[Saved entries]
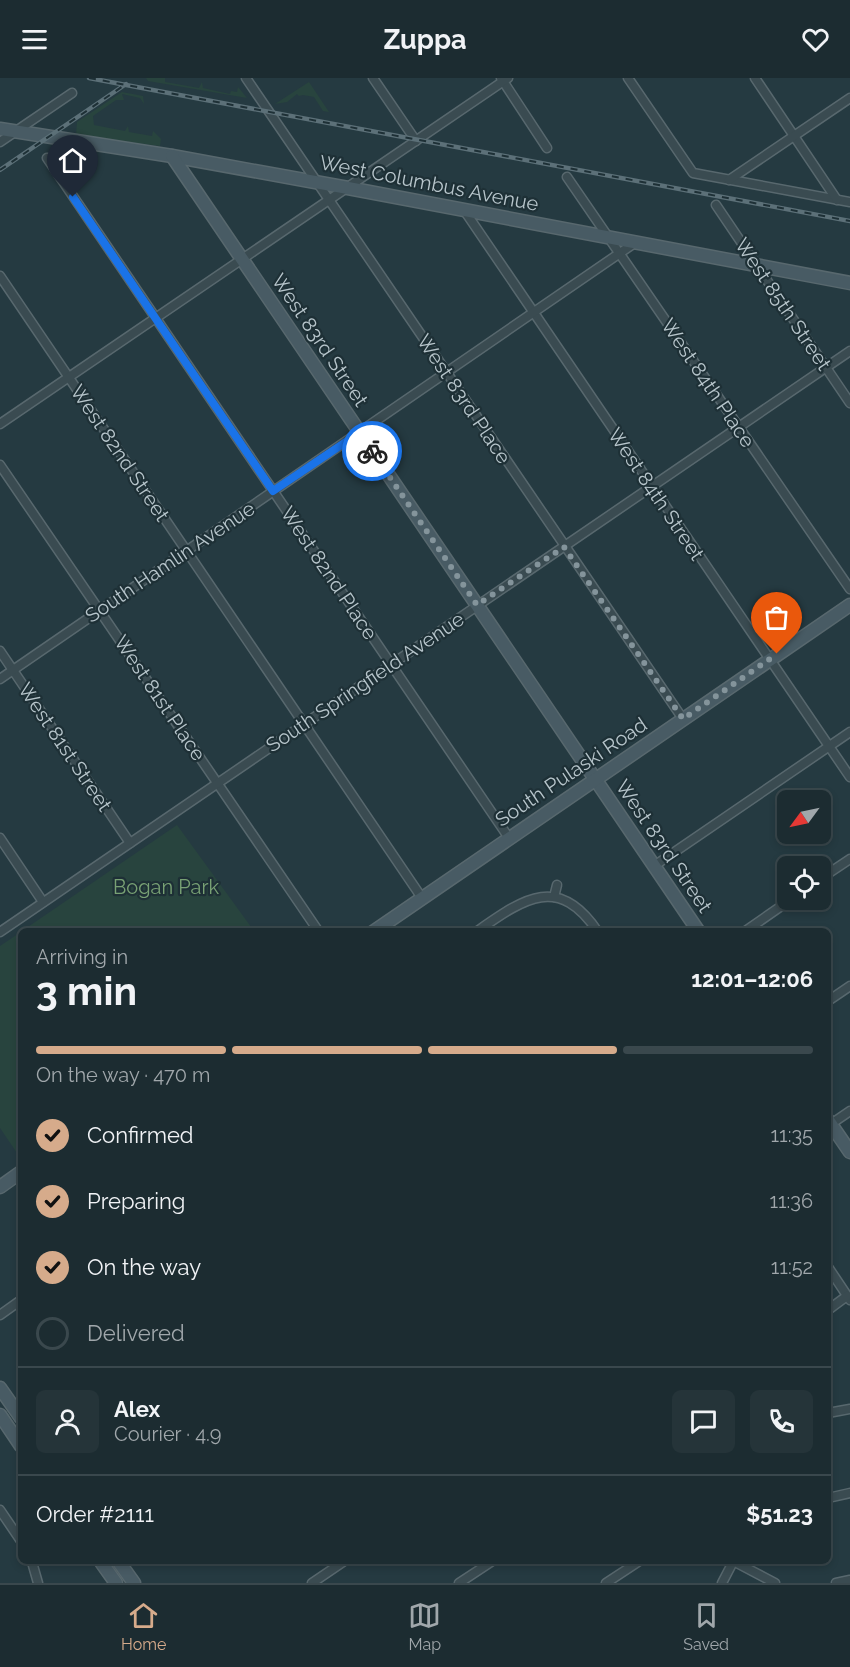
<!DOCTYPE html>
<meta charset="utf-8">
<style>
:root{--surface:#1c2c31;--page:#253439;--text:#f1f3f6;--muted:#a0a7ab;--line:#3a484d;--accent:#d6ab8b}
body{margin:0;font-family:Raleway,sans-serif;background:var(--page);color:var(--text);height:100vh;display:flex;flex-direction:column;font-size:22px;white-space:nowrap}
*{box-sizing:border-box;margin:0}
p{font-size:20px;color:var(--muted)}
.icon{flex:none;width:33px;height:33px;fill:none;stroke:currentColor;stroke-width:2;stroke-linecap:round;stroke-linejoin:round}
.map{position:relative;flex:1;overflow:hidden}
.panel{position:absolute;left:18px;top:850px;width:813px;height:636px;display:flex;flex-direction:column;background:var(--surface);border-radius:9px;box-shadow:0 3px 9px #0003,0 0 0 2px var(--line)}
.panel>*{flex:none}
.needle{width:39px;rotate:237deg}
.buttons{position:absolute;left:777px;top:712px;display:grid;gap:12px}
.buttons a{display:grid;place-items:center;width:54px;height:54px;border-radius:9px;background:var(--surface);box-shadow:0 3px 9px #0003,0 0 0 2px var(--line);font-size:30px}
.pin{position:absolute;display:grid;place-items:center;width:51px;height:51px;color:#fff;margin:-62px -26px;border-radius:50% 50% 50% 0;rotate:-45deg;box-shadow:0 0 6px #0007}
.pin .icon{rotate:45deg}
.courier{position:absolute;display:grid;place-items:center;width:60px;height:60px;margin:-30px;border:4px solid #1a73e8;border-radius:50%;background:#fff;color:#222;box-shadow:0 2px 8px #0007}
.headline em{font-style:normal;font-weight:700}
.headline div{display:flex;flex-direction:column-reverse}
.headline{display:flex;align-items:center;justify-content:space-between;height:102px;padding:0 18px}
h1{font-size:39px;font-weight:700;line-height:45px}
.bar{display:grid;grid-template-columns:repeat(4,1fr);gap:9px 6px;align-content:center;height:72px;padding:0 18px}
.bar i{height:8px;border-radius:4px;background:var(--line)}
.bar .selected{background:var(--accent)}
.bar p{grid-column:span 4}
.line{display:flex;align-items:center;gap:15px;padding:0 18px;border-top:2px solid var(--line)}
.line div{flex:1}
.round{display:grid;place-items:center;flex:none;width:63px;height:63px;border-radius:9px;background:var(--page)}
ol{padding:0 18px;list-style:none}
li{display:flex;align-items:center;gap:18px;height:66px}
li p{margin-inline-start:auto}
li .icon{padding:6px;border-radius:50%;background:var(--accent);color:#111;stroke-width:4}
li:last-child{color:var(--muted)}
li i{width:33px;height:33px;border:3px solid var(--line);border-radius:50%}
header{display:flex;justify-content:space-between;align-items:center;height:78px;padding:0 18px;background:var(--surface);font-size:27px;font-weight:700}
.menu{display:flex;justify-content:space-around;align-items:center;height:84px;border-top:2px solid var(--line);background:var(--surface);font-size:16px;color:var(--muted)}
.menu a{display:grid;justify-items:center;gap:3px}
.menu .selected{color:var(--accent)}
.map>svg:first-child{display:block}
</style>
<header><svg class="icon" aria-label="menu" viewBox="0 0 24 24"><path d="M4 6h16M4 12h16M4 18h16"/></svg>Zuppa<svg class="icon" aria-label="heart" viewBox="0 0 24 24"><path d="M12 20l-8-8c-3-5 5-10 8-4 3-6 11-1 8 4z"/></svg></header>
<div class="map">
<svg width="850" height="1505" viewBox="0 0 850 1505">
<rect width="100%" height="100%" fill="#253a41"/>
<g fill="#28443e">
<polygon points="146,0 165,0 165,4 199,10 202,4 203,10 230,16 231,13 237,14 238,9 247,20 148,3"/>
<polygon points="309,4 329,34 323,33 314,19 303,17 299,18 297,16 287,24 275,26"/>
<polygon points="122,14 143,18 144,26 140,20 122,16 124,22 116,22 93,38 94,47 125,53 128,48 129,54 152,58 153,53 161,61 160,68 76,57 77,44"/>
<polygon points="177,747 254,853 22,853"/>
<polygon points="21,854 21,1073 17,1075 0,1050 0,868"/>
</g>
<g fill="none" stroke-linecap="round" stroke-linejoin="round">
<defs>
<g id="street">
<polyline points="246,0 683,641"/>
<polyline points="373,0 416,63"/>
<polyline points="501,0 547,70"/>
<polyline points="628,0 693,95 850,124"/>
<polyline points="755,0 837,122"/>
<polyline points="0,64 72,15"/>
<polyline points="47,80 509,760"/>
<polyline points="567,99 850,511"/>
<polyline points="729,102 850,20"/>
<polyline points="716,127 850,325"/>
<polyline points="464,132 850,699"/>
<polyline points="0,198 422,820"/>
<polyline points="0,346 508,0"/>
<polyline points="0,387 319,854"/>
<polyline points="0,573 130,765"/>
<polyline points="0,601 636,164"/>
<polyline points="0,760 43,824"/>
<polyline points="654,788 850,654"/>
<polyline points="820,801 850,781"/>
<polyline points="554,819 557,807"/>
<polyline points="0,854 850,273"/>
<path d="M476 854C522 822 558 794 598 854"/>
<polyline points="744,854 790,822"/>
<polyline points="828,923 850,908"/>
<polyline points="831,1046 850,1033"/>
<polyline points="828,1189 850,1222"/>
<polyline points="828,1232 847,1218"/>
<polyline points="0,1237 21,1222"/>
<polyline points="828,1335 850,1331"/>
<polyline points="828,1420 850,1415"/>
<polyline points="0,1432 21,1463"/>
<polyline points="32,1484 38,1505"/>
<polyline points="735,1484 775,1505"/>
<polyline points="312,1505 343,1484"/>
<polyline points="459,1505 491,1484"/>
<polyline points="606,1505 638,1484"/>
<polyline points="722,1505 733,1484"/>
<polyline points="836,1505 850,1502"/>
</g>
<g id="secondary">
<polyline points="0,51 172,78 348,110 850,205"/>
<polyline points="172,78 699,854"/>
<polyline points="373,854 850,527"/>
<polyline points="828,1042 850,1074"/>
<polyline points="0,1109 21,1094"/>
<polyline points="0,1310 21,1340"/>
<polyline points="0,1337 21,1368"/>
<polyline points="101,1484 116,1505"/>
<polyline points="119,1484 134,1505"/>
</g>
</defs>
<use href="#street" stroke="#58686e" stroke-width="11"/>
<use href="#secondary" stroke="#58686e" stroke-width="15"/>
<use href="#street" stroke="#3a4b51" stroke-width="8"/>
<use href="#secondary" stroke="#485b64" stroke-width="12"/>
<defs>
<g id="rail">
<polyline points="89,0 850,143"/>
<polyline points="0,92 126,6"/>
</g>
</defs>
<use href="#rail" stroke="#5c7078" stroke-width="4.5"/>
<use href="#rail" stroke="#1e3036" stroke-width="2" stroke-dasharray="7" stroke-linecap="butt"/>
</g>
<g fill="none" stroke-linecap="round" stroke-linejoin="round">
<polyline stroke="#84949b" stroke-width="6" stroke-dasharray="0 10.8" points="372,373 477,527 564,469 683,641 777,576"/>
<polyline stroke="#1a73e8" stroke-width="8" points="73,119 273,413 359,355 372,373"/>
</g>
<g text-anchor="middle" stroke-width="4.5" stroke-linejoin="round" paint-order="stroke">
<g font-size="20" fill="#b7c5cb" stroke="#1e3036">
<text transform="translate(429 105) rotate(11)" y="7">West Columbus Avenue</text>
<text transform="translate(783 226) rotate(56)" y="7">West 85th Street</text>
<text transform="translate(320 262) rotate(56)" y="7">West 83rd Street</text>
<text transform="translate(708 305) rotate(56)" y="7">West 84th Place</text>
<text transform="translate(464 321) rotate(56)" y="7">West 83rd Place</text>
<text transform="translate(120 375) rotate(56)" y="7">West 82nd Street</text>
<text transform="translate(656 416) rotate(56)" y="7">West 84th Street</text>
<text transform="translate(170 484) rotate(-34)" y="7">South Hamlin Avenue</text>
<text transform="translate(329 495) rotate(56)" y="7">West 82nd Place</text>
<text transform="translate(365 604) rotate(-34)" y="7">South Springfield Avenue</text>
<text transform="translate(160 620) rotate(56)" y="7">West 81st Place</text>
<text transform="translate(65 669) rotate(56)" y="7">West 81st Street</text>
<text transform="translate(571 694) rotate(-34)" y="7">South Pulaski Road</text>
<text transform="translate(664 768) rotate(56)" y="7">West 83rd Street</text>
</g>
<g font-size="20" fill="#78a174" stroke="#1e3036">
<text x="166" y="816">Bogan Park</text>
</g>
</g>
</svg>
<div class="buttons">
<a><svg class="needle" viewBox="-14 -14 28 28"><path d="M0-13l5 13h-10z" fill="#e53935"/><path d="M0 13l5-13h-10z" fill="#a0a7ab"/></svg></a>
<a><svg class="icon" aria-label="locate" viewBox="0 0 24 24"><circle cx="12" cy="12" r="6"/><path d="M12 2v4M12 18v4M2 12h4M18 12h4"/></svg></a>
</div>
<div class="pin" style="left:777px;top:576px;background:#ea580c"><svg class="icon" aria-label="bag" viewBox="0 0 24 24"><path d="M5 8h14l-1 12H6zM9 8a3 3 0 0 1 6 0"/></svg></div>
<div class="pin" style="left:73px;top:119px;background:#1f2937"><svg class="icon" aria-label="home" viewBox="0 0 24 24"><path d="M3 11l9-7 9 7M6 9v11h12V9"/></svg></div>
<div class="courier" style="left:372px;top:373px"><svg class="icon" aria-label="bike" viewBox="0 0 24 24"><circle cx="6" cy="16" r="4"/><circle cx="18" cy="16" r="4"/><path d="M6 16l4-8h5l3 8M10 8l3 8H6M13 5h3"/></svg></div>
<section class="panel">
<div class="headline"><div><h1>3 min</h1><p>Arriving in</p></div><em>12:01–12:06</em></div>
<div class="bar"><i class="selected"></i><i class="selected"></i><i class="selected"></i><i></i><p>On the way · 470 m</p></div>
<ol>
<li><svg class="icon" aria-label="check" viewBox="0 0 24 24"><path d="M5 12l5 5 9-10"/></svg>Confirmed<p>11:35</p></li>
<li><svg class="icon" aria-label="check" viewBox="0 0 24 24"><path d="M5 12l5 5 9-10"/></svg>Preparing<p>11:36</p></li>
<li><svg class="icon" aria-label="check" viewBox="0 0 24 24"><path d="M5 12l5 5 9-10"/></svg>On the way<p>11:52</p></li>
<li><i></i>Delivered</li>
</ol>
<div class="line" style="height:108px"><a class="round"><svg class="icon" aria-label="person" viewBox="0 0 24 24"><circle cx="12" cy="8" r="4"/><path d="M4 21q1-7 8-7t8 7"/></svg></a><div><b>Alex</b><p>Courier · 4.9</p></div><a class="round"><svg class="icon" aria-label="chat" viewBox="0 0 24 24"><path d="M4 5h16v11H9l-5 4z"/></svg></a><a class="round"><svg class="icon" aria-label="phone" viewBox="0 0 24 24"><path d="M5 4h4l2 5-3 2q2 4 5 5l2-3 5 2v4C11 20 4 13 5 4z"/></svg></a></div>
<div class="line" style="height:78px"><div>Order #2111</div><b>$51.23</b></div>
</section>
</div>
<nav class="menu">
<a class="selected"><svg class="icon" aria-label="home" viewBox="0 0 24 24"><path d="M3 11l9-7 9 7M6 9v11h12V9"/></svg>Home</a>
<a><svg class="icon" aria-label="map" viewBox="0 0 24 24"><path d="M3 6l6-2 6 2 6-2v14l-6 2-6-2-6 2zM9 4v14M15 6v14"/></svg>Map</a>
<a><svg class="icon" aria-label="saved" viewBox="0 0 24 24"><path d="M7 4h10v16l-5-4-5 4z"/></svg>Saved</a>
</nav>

Problem to solve → If a line of the records includes the string "position", copy it out.

Solution below →
.map{position:relative;flex:1;overflow:hidden}
.panel{position:absolute;left:18px;top:850px;width:813px;height:636px;display:flex;flex-direction:column;background:var(--surface);border-radius:9px;box-shadow:0 3px 9px #0003,0 0 0 2px var(--line)}
.buttons{position:absolute;left:777px;top:712px;display:grid;gap:12px}
.pin{position:absolute;display:grid;place-items:center;width:51px;height:51px;color:#fff;margin:-62px -26px;border-radius:50% 50% 50% 0;rotate:-45deg;box-shadow:0 0 6px #0007}
.courier{position:absolute;display:grid;place-items:center;width:60px;height:60px;margin:-30px;border:4px solid #1a73e8;border-radius:50%;background:#fff;color:#222;box-shadow:0 2px 8px #0007}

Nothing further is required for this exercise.